Elle se tourna et marcha calmement vers le couloir. Andrey la suivit, mais cette fois il n’essaya pas de lui barrer le chemin avec son corps. Toute sa petite fureur s’était brisée face à son indifférence totale. Jusqu’à la dernière seconde, il s’était attendu à un autre scandale, des cris, des supplications, une tentative de rester. Au lieu de cela, il ne reçut qu’un regard dévastateur de dégoût.
Tatiana atteignit la petite table dans le couloir, prit les clés de la voiture et boutonna le premier bouton de son manteau. Elle ne perdit pas de temps à rassembler du maquillage ou autre chose.
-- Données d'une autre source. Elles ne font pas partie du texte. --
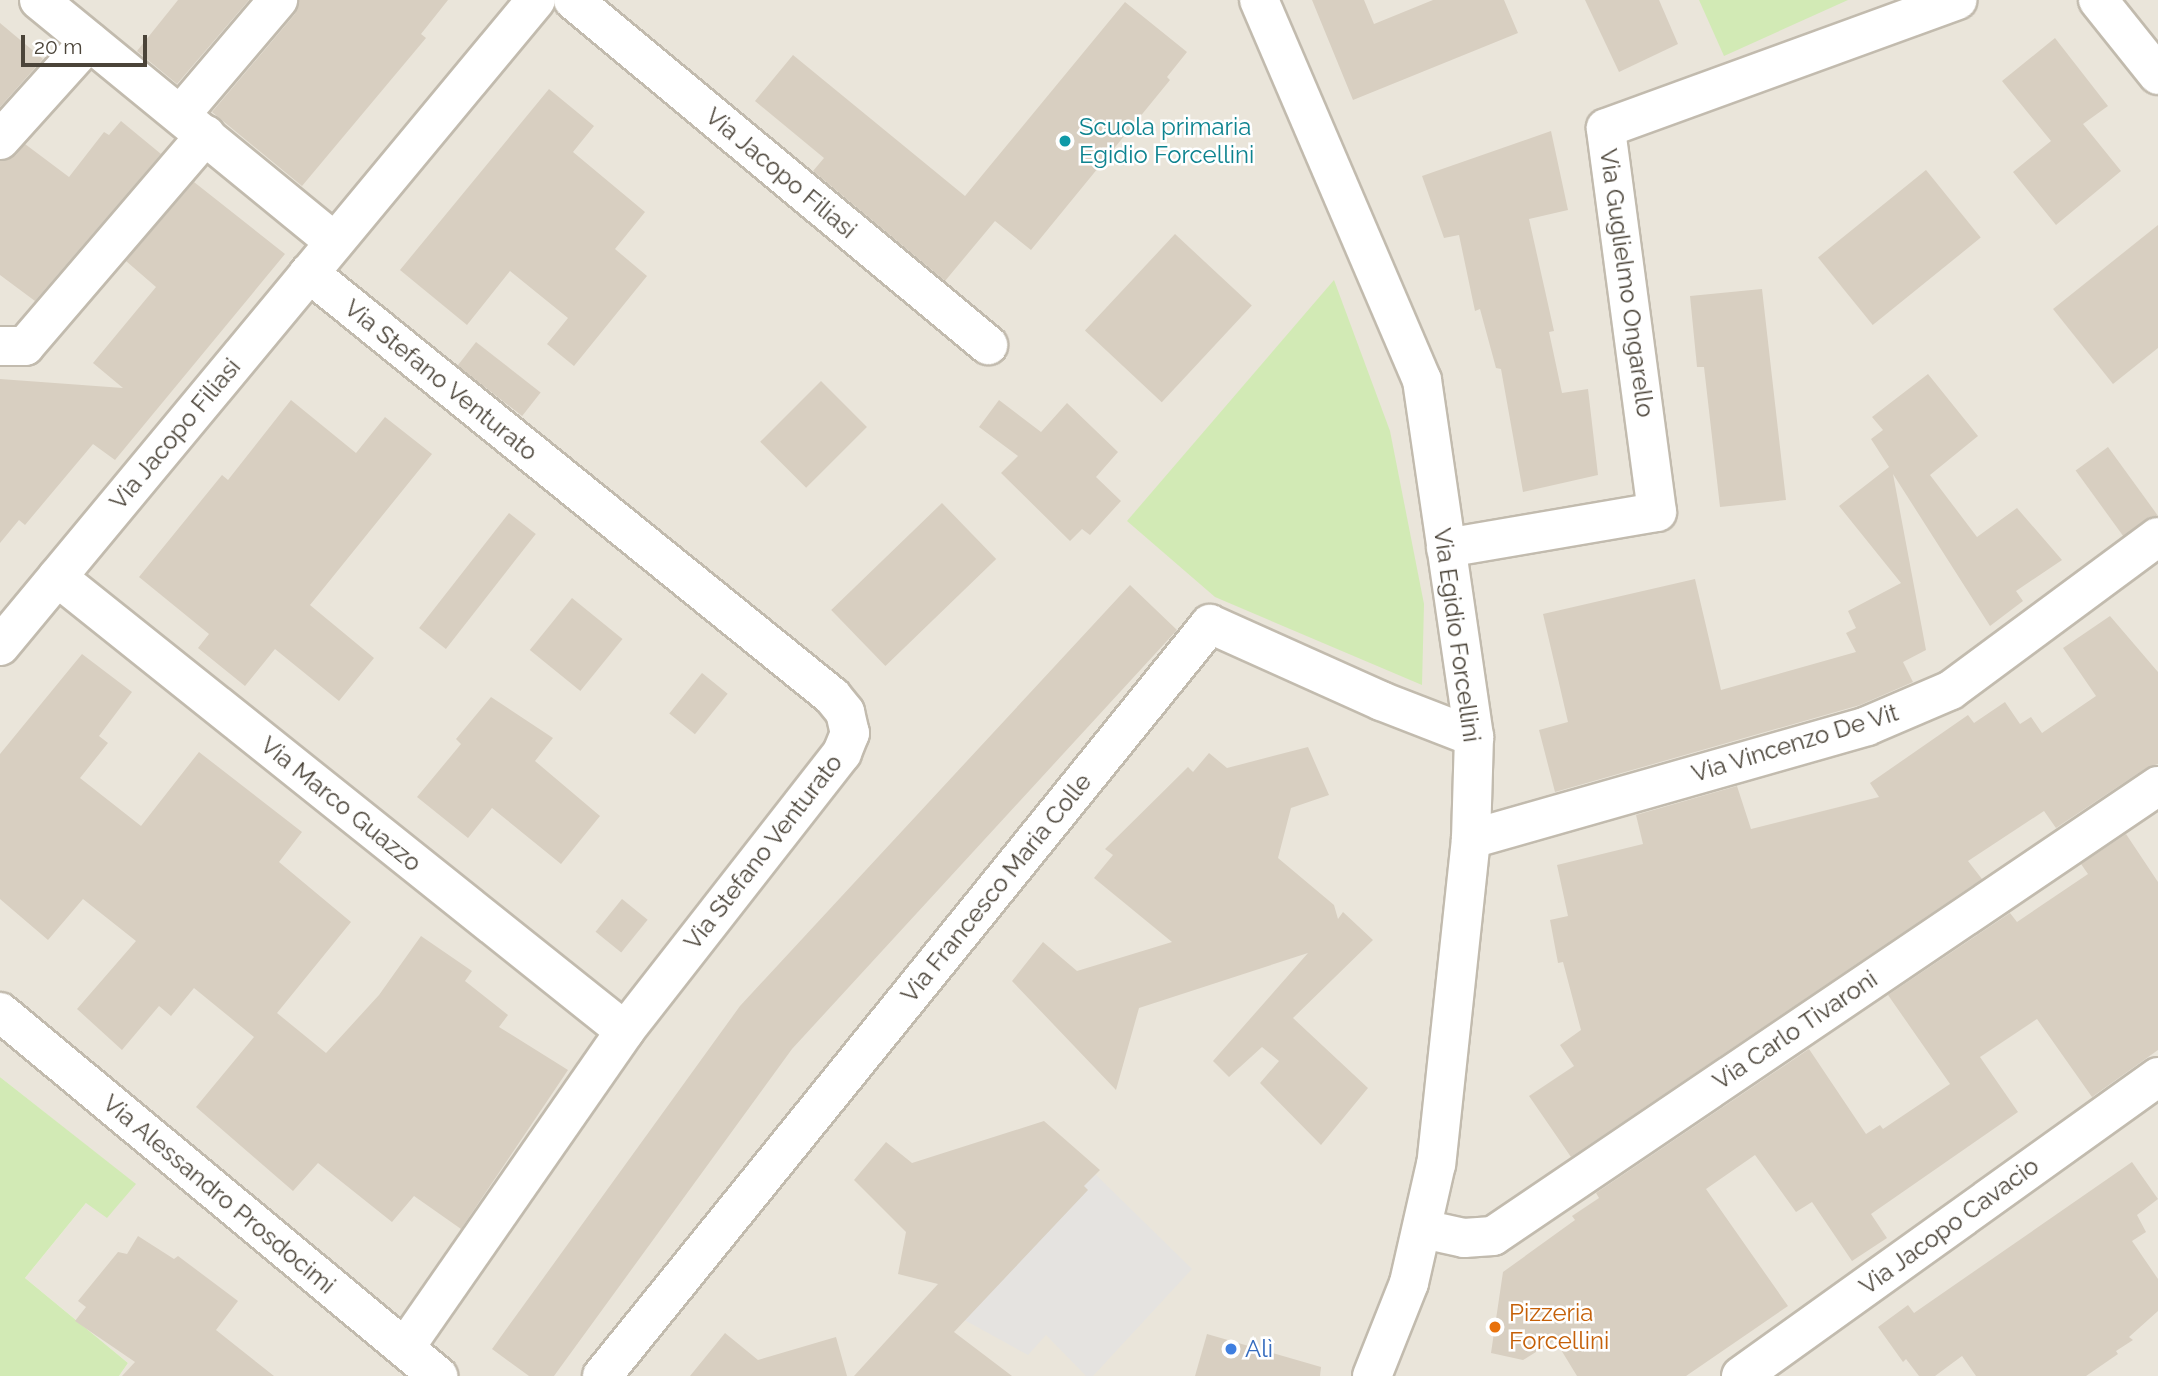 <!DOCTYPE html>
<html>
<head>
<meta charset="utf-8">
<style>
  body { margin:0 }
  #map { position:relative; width:2158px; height:1376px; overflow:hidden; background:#f6f3ec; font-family:Raleway,sans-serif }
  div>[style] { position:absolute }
  .residential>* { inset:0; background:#eae5da }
  .green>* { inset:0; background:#d2eab5 }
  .parking>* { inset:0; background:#e5e3e0 }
  .building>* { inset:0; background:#d8cfc1; transform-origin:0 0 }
  .roads { filter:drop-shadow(2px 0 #c2bbae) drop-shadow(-2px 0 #c2bbae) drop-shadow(0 2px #c2bbae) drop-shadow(0 -2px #c2bbae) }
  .minor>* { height:38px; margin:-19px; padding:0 19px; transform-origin:19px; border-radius:19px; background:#fff }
  .tertiary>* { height:38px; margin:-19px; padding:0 19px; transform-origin:19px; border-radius:19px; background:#fff }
  .dots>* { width:19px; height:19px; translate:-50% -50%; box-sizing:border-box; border:4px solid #fff; border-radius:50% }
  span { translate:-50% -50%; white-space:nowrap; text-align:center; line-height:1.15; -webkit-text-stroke:5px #fff; paint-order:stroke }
  .culture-label { font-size:24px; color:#0d838f }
  .left { translate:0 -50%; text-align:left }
  .street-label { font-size:24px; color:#4b4439 }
  .food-label { font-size:24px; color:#c56008 }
  .shop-label { font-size:24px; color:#366cbe }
  .scale { position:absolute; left:21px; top:35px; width:126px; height:32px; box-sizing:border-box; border:4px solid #4b4439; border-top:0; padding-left:9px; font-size:21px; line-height:24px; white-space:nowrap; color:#4b4439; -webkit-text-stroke:5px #fff; paint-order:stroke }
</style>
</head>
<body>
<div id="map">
  <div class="residential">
    <i style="clip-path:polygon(0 0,2158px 0,2158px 1376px,119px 1376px,128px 1363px,25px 1278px,86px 1203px,135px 1184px,0 1077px)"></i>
  </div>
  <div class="green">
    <i style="clip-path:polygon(1699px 0,1848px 0,1724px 56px)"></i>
    <i style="clip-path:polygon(1334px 280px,1390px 431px,1424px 604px,1422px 685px,1215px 597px,1127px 521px)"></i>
    <i style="clip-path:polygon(0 1077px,136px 1184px,107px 1218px,86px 1203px,25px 1278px,128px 1363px,119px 1376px,0 1376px)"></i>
  </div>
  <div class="parking">
    <i style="clip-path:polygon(1090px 1169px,1192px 1269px,1093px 1376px,1086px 1376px,1046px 1335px,1028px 1355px,959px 1317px)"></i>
  </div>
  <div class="building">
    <i style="clip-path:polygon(178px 0,249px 0,177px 84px,137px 51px)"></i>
    <i style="clip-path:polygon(299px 0,448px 0,421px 34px,426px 38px,302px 186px,212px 112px,295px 14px)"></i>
    <i style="clip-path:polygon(1312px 0,1364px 0,1374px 24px,1433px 0,1504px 0,1518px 33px,1353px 100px)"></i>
    <i style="clip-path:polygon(1585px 0,1659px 0,1678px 44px,1619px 72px)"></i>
    <i style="clip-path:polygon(1125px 2px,1187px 52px,1167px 77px,1170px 80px,1031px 250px,995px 221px,945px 281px,813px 171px,824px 158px,755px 101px,793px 55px,965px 196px)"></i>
    <i style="clip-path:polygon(0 23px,43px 59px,0 107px)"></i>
    <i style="clip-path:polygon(2055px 38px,2108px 106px,2083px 124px,2121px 171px,2056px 225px,2013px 172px,2051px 141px,2002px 81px)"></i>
    <i style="clip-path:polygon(549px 89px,594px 126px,573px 152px,645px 212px,615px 249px,647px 276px,574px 366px,547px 344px,568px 318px,510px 271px,467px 325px,400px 270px)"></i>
    <i style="clip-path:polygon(121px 121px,161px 154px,35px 301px,0 275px,0 161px,16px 155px,25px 144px,69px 177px,104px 132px,109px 135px)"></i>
    <i style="clip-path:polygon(1551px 131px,1568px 210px,1529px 219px,1554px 331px,1549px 332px,1562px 393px,1588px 389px,1598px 475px,1523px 492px,1501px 369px,1496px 368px,1480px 309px,1475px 311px,1459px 235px,1444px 238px,1422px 176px)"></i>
    <i style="left:1926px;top:170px;width:87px;height:139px;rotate:51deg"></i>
    <i style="clip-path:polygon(194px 182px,285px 254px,115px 460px,93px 444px,25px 525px,19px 520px,0 543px,0 379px,123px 388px,93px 363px,156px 287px,126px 261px)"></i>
    <i style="clip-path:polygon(2158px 225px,2158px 348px,2113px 384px,2053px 309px)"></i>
    <i style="left:1175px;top:234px;width:105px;height:132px;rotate:43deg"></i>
    <i style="clip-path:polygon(1762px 289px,1786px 500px,1720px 507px,1704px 367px,1697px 367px,1690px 296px)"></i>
    <i style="left:476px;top:342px;width:82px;height:30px;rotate:38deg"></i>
    <i style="clip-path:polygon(1928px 374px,1978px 436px,1930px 475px,1977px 537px,2017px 508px,2062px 560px,2016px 591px,2023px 601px,1990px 626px,1893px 474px,1926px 650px,1903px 662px,1913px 682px,1860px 705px,1555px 792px,1539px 730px,1568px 722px,1543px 614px,1695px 579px,1721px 690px,1856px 652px,1846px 633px,1856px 628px,1848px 611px,1901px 583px,1839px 506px,1889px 467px,1871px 439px,1883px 430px,1872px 417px)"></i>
    <i style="left:821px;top:381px;width:65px;height:86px;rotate:45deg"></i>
    <i style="clip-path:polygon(291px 400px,356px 453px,385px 417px,432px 454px,310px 605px,374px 658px,339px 701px,275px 649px,245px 686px,198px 648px,209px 634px,139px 577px,222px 475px,228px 480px)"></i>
    <i style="clip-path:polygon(999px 400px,1041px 432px,1067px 403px,1118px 452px,1096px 477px,1121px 501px,1090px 535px,1082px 529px,1070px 541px,1001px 473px,1018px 456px,979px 427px)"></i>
    <i style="left:2108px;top:447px;width:84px;height:40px;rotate:54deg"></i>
    <i style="left:942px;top:503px;width:78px;height:154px;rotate:46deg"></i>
    <i style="left:509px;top:513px;width:34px;height:146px;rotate:38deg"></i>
    <i style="clip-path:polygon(1130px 585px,1177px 630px,792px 1049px,554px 1376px,529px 1376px,492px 1349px,740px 1006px)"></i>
    <i style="left:572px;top:598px;width:65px;height:67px;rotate:39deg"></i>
    <i style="clip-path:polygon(2110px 616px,2158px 672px,2158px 764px,2146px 768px,2056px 828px,2044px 811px,1968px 861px,1982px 879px,1571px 1157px,1529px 1096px,1574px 1066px,1560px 1045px,1581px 1030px,1563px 962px,1558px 963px,1550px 920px,1568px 916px,1557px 865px,1643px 844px,1636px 815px,1737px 786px,1751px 829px,1879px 797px,1870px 783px,1968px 715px,1974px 723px,2005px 702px,2020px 724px,2031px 717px,2042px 733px,2096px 696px,2063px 648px)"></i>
    <i style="clip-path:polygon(82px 654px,132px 692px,99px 736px,108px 743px,80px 778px,141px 826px,199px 752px,302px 832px,279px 862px,351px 922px,277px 1013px,326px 1053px,379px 995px,421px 936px,472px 971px,465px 981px,508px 1015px,499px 1027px,568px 1070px,461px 1229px,414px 1196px,392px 1222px,318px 1163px,293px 1191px,196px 1107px,254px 1037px,194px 988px,171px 1016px,159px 1006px,122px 1050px,77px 1009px,136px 941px,83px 899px,48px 940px,0 899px,0 754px)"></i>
    <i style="left:702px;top:673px;width:33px;height:52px;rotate:39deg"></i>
    <i style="clip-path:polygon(491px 697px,553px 738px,535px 761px,600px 816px,561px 864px,492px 808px,468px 838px,417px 797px,461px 744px,456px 739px)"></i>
    <i style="clip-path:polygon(1308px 747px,1329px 795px,1291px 808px,1278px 858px,1334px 905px,1338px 919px,1343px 912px,1373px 940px,1293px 1018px,1368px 1088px,1321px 1145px,1260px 1083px,1279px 1061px,1262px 1047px,1229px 1077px,1213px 1061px,1308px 953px,1139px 1008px,1116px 1090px,1012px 981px,1043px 942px,1077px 971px,1172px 942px,1094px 878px,1113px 855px,1105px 849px,1188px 767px,1193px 772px,1209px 753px,1227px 768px)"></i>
    <i style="clip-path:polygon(2126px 834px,2158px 882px,2158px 1050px,2092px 1097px,2037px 1019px,1980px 1057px,2018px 1112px,1871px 1214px,1887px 1238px,1852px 1261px,1812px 1202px,1796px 1212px,1755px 1155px,1706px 1189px,1788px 1306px,1686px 1376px,1577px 1376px,1555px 1340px,1523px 1360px,1491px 1353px,1503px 1272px,1575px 1220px,1572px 1216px,1599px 1198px,1596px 1193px,1809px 1049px,1866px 1134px,1880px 1125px,1883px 1129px,1950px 1084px,1888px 995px,2010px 913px,2017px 922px,2088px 874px,2081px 864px)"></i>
    <i style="left:622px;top:899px;width:33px;height:42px;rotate:39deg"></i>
    <i style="clip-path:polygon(1044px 1121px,1100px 1170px,1084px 1186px,1088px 1190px,954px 1332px,1012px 1376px,854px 1376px,938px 1284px,898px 1274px,906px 1232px,854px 1180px,886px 1142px,912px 1163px)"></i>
    <i style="clip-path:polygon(2132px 1162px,2158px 1199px,2137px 1215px,2146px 1232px,2132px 1241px,2158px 1279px,2158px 1311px,2129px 1337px,2133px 1340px,2116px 1351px,2118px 1354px,2086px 1376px,1976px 1376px,1962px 1356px,1935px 1376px,1919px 1376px,1906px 1359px,1903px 1362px,1878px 1327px,1908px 1305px,1914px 1313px)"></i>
    <i style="clip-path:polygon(138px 1236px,174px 1259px,178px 1256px,238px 1301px,216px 1330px,274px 1376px,122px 1376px,135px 1362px,75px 1321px,86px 1307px,78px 1301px,118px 1252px,127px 1254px)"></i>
    <i style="clip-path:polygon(725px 1333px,758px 1360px,836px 1337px,847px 1376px,690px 1376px)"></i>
    <i style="clip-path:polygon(1207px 1334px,1321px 1367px,1320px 1376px,1195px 1376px)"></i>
  </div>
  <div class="roads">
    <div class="minor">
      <i style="left:39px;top:0;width:382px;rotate:39.3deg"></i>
      <i style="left:573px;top:0;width:540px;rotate:39.74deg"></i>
      <i style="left:2098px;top:0;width:96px;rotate:51.3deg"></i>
      <i style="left:181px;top:114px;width:150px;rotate:-49.6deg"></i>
      <i style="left:0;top:140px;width:133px;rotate:-48deg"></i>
      <i style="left:309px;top:273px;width:673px;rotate:38.97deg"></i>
      <i style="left:832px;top:696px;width:21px;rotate:51deg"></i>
      <i style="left:845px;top:712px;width:22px;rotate:77deg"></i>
      <i style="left:850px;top:733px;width:22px;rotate:112deg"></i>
      <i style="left:842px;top:753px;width:353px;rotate:128deg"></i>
      <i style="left:625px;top:1031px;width:385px;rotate:124.8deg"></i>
      <i style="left:0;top:346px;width:25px"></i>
      <i style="left:25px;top:346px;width:278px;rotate:-49.4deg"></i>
      <i style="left:1446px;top:548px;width:214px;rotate:-9.7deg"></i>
      <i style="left:1657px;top:512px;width:387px;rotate:-97.6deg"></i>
      <i style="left:1606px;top:128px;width:374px;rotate:-20deg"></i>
      <i style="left:57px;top:577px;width:727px;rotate:38.64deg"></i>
      <i style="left:0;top:646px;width:839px;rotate:-50.32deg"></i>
      <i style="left:1471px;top:839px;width:412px;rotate:-15.9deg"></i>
      <i style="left:1867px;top:726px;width:91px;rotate:-23.2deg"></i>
      <i style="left:1951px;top:690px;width:257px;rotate:-36.5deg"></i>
      <i style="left:0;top:1012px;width:570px;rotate:39.73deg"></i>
      <i style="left:1423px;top:1229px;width:42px;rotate:12.4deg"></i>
      <i style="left:1464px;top:1238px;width:29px;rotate:-4deg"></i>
      <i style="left:1493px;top:1236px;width:803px;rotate:-34.09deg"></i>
      <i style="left:602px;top:1376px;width:967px;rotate:-51.04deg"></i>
      <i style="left:1210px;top:624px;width:188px;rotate:24.2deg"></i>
      <i style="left:1381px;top:701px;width:100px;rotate:21.2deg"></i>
      <i style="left:1741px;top:1376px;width:513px;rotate:-35.64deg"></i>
    </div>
    <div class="tertiary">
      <i style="left:1259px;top:0;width:413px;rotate:66.8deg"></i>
      <i style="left:1422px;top:380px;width:361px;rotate:81.7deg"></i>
      <i style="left:1474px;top:737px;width:102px;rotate:91.7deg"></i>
      <i style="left:1471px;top:839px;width:327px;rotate:96.1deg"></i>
      <i style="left:1436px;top:1164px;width:122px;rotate:102.8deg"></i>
      <i style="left:1409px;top:1283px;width:100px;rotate:111.7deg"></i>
    </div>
  </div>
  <div class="dots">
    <i style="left:1065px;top:141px;background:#0f9aa8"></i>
    <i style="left:1495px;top:1327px;background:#e8710a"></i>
    <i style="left:1231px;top:1349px;background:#3f7fe0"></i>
  </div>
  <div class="culture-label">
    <span class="left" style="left:1079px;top:141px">Scuola primaria<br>Egidio Forcellini</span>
  </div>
  <div class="street-label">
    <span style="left:781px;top:173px;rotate:40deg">Via Jacopo Filiasi</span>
    <span style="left:1627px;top:283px;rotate:82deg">Via Guglielmo Ongarello</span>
    <span style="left:441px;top:380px;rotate:39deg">Via Stefano Venturato</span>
    <span style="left:175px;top:434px;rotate:-50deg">Via Jacopo Filiasi</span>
    <span style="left:1457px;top:635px;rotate:82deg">Via Egidio Forcellini</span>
    <span style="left:1795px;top:743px;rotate:-17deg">Via Vincenzo De Vit</span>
    <span style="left:341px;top:804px;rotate:39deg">Via Marco Guazzo</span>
    <span style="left:763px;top:852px;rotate:-52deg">Via Stefano Venturato</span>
    <span style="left:996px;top:888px;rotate:-51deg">Via Francesco Maria Colle</span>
    <span style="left:1795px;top:1030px;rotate:-34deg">Via Carlo Tivaroni</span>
    <span style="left:219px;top:1194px;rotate:40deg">Via Alessandro Prosdocimi</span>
    <span style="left:1949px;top:1226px;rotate:-36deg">Via Jacopo Cavacio</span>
  </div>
  <div class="food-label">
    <span class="left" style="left:1509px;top:1327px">Pizzeria<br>Forcellini</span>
  </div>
  <div class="shop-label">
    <span class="left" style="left:1245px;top:1349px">Alì</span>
  </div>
  <div class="scale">20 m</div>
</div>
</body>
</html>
Rien de tout cela n’avait plus d’importance. Sa valise était déjà posée sur l’asphalte mouillé dehors, et c’est précisément là que commencerait sa nouvelle journée.
Andrey resta debout dans l’embrasure du salon, les bras croisés sur sa poitrine, essayant désespérément de s’accrocher aux derniers lambeaux de sa supériorité masculine gonflée.
« Bon débarras, » lui lança-t-il avec mépris. « Demain tu reviendras en courant pour t’excuser quand tu réaliseras ce que tu as fait. »
Tatiana saisit la poignée de la porte d’entrée, tourna la serrure en métal et ouvrit grand la porte. L’air froid du palier effleura son visage. Elle se retourna une dernière fois et regarda son mari d’un air vide.
« Tu devras apprendre à te faire ton thé tout seul, » dit-elle sèchement. « Il n’y a plus personne pour te servir. »
Elle sortit sur le palier et referma fermement la porte derrière elle.
Le bref déclic de la serrure mit définitivement fin à ce conflit absurde du matin.
Andrey resta seul dans le couloir, la télévision hurlant toujours derrière lui—et avec la soudaine et lourde prise de conscience que son bluff lui avait tout coûté.